Remembering Ruth Bader Ginsburg


Courtesy of Ruven Afanador

Ruth Bader Ginsburg passed on September 18th after a lifetime of fighting for gender equality.

By Remy Abrams, Alena Zhang, Amanda Merovitz, James Kwak, Jessica Levin, Ziva Davis, and Vivian Rong

On September 18, Supreme Court Justice Ruth Bader Ginsburg passed from pancreatic cancer. Early on in her career, she fought for equality between men and women as a lawyer. As a justice, she continued to fight against gender discrimination, transforming the law in our country. Standing out as a symbol for women’s rights movements, Ginsburg led feminists into a new age for America. Despite her age, she continued as a justice until her death, representing the determination of the human spirit. Ginsburg lived a remarkable life, and in this package, Eastside invites you to travel back to the past to understand how a Jewish girl from Brooklyn changed America.

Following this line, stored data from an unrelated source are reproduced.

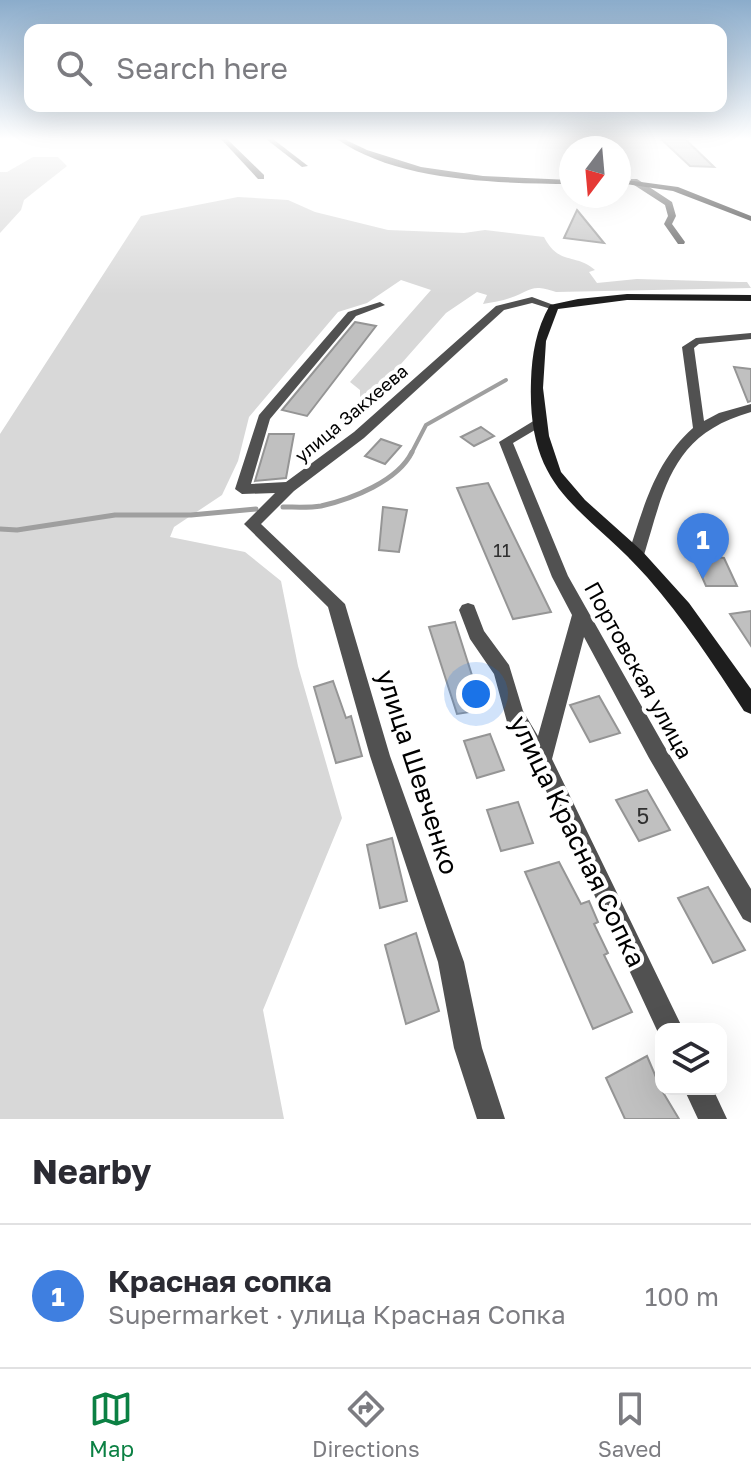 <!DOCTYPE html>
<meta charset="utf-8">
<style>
body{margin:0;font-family:"Golos Text",sans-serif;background:#f7f7f7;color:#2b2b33}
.controls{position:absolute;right:24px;bottom:24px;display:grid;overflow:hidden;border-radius:16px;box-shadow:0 8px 32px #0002}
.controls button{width:72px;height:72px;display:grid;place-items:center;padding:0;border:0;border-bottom:2px solid #e1e1e2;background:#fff;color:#2b2b33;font:40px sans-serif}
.compass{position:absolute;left:559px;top:136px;width:72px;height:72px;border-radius:50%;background:#fff;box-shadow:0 8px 32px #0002;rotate:196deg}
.you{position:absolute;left:476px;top:694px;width:28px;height:28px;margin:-20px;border:6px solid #fff;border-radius:50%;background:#1a73e8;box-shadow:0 0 0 12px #1a73e833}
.badge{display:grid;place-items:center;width:52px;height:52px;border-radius:50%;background:#0b8043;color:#fff;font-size:26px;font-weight:700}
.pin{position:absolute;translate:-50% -66px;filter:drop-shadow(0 2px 4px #0008)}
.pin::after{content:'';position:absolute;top:42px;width:28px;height:24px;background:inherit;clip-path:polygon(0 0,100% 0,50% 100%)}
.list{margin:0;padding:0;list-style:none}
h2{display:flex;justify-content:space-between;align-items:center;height:104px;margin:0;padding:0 32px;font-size:34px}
h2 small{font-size:26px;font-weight:400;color:#7c7c81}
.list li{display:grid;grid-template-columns:52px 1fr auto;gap:24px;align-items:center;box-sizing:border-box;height:144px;padding:0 32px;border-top:2px solid #e1e1e2}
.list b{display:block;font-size:30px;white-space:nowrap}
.list p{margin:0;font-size:26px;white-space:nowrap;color:#7c7c81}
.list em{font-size:26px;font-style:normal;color:#7c7c81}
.icon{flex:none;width:44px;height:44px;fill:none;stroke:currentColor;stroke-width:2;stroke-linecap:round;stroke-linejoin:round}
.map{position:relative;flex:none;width:751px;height:1119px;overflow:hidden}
.search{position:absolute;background:#fff;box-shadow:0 8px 32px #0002;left:24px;right:24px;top:24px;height:88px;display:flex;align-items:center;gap:20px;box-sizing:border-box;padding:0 28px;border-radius:16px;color:#7c7c81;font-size:30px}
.sheet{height:248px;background:#fff}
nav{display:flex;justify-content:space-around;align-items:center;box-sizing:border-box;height:112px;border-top:2px solid #e1e1e2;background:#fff;font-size:22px;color:#7c7c81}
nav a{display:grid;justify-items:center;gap:4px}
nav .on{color:#0b8043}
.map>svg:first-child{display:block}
.green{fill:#d8d8d8}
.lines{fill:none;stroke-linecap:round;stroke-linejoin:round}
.stream-far1{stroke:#9f9f9f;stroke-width:4}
.stream{stroke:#9f9f9f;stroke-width:5}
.building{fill:#c0c0c0;stroke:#959595;stroke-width:2}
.minor{fill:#515151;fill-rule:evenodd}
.secondary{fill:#1e1e1e;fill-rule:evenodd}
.labels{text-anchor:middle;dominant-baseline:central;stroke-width:8;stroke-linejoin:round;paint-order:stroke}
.far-street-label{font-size:18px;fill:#000;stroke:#fff}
.number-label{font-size:18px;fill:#303030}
.street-label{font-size:22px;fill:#000;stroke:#fff}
.near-number-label{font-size:22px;fill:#303030}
.near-street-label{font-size:26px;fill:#000;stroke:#fff}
</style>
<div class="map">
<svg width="751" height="1119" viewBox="0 0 751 1119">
<rect width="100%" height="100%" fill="#fff"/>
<!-- green -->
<g class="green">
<polygon points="33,157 58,157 67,166 24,200 21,210 0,233 0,172 7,172"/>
<path d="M238,197L288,200L315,212L388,230L464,233L485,230L544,237C559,266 576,253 595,270L589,272L597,283L637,279L739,282H747L751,288L556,292C530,283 531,291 510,298C502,301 492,302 483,304L487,295L477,292L446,313L370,399L360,397V390L350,382L431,290L401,280L367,303L338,312L249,417L238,461L222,495L174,527L170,537L245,552L281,581L298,666L342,818L263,1010L284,1119H0V434L141,216Z"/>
</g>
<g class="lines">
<!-- stream-far1 -->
<polyline class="stream-far1" points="411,454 426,425 506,380"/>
<!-- stream -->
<g class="stream">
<path d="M283,507C295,507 309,508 321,506C352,499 398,481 412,452"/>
<polyline points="0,529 17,530 115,515 191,515 256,509"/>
</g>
</g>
<!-- building -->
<g class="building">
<polygon points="661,139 685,139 714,167 690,166"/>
<polygon points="577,210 604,243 564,238"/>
<polygon points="355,322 376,326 307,416 282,410"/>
<polygon points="734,367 751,369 751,401 748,402"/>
<polygon points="481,427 494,436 474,446 461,437"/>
<polygon points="269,434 294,434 286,478 255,481"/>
<polygon points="381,439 401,446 385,464 365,456"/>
<polygon points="488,483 551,612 513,619 457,488"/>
<polygon points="383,507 407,510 399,552 379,550"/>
<polygon points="692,554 724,558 737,586 706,586"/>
<polygon points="751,611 751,646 730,614"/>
<polygon points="455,622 483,710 457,714 429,627"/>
<polygon points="333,681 346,718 351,716 362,756 336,763 314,687"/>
<polygon points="599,696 620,733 590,742 570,705"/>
<polygon points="490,734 504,770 477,778 464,741"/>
<polygon points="647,790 670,830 639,841 616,800"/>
<polygon points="518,802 533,843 501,851 487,810"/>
<polygon points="392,838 407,901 380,908 367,845"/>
<polygon points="559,862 581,904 589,901 598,922 594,924 608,953 604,955 632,1012 593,1029 525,872"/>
<polygon points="708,887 745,950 713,963 678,898"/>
<polygon points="416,933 439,1011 406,1024 385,945"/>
<polygon points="647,1056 661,1089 679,1119 625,1119 606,1078"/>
</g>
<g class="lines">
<!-- minor -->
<g class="minor">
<polygon points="221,139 227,139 264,175 264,179 258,179"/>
<polygon points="266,139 273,139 308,166 302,167"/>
<polygon points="631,179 637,179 672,202 676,216 672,224 685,242 684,244 678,244 664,224 668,216 665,205 631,183"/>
<polygon points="532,297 559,307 554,310 532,303 504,310 364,438 294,491 261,524 345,604 390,756 464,962 482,1048 505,1119 477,1119 454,1048 438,962 370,756 328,607 244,524 275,493 242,494 235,489 259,415 348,312 380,302 385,305 356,316 270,419 251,484 286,482 354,432 496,306"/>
<path d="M751,333V339L699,344L694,348L704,421L719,413L751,404V412C673,434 665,485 644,555L642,559H630L628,555C643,509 655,461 693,428L682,347L696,338Z"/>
<polygon points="540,417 545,418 545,424 513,443 568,576 663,744 751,889 751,923 743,919 649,758 584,637 552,759 683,1029 661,1029 661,1039 535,767 507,722 494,674 470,639 459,610 462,605 468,603 474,605 484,631 509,665 523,711 538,736 572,615 552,577 499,442"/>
<polygon points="684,1089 713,1089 727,1119 698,1119"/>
</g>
<!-- secondary -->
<g class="secondary">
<path d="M337,139H344L367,150L421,167L483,176L571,180V184C498,183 398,182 337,139Z"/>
<polygon points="619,179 678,187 751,216 751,221 673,191 619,183"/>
<path d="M627,294L751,295V301L627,300L558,309L546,341L543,388L549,436L561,472L585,500L642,551L689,603L751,689V714L744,711C714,665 684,619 647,577C583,505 527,494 531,381C532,354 536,329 550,305L578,299Z"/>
</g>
</g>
<!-- sky -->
<linearGradient id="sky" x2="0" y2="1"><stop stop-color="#8baccb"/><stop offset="0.47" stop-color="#fff"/><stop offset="1" stop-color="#fff" stop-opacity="0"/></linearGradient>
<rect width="751" height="295" fill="url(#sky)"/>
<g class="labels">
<!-- far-street labels -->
<g class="far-street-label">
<text transform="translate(351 413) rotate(-40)">улица Закхеева</text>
</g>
<!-- number labels -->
<g class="number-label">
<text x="502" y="550">11</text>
</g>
<!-- street labels -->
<g class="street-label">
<text transform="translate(639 670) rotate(61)">Портовская улица</text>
</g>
<!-- near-number labels -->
<g class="near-number-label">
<text x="643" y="815">5</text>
</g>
<!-- near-street labels -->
<g class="near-street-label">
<text transform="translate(418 772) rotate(72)">улица Шевченко</text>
<text transform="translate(578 841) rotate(64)">улица Красная Сопка</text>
</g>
</g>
</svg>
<div class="controls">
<button><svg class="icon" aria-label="layers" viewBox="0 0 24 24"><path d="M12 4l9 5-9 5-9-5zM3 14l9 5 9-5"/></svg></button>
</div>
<svg class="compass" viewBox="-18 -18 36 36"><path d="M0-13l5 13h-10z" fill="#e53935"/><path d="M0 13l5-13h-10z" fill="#7c7c81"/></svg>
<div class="you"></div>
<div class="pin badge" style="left:703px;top:579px;background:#3f7fe0">1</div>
<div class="search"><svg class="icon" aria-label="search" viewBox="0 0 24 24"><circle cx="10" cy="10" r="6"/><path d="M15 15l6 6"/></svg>Search here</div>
</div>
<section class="sheet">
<h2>Nearby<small></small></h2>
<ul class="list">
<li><span class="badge" style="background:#3f7fe0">1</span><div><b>Красная сопка</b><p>Supermarket · улица Красная Сопка</p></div><em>100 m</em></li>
</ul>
</section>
<nav>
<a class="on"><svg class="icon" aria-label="map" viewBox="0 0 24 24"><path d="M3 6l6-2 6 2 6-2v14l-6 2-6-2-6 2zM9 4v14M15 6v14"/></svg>Map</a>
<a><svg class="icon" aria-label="directions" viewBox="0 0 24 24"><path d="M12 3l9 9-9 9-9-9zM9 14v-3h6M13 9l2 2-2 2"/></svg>Directions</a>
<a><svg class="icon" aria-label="saved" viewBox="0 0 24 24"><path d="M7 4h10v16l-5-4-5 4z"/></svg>Saved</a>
</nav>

Ruth Bader Ginsburg at her Supreme Court hearing in 1993. (Courtesy of Stephen Crowley)

Feminist Icon

With her cool intelligence, diligent work, and perseverance, Ginsburg continues to inspire feminists in America. Her passion for dismantling sexism and fighting for women’s rights coined her the nickname, Notorious RBG.

Ruth Bader Ginsburg had been a feminist icon even before her distinguished career in the Supreme Court. The rights women possess nowadays would be lacking if it weren’t for her work.

Prior to entering the Supreme Court as the second female justice, she also faced macro and micro aggressions. As a woman who had the ambitions of becoming a lawyer, Ginsburg strived for academic excellence and entered Harvard Law school as one out of nine total female undergraduates. When she arrived, the dean questioned why she had taken a spot from a male.

Although she faced inequality along the way, she earned outstanding grades. When her cancer-patient husband could not attend his classes, she helped with his course and class work, all the while watching their young daughter. It is this determination and grit Ginsburg possessed that inspires so many people in and outside America.

She later worked at Rutgers Law School, yet she faced unequal pay compared to her male colleagues. After joining an equal pay campaign with other female teachers, their salaries increased. Ginsburg fought for her beliefs, and strived for equality.

Ginsburg’s work has also improved women’s reproductive rights and opportunities in the workplace. She won five major cases which gave women in America the rights they possess nowadays.

Without her, women would not be admitted into state funded schools, be required to attend juries, or become financially independent.Ginsburg also fought for female representation in law and financial independence apart from men. Her work led to the Equal Opportunity Act, which prevents discrimination based on factors outside of creditworthiness, and allowed women to open credit cards and funds without a male co-signer. As the co-founder of the American Civil Liberty Union’s Women’s Project, she also pushed for women’s rights including education and employment.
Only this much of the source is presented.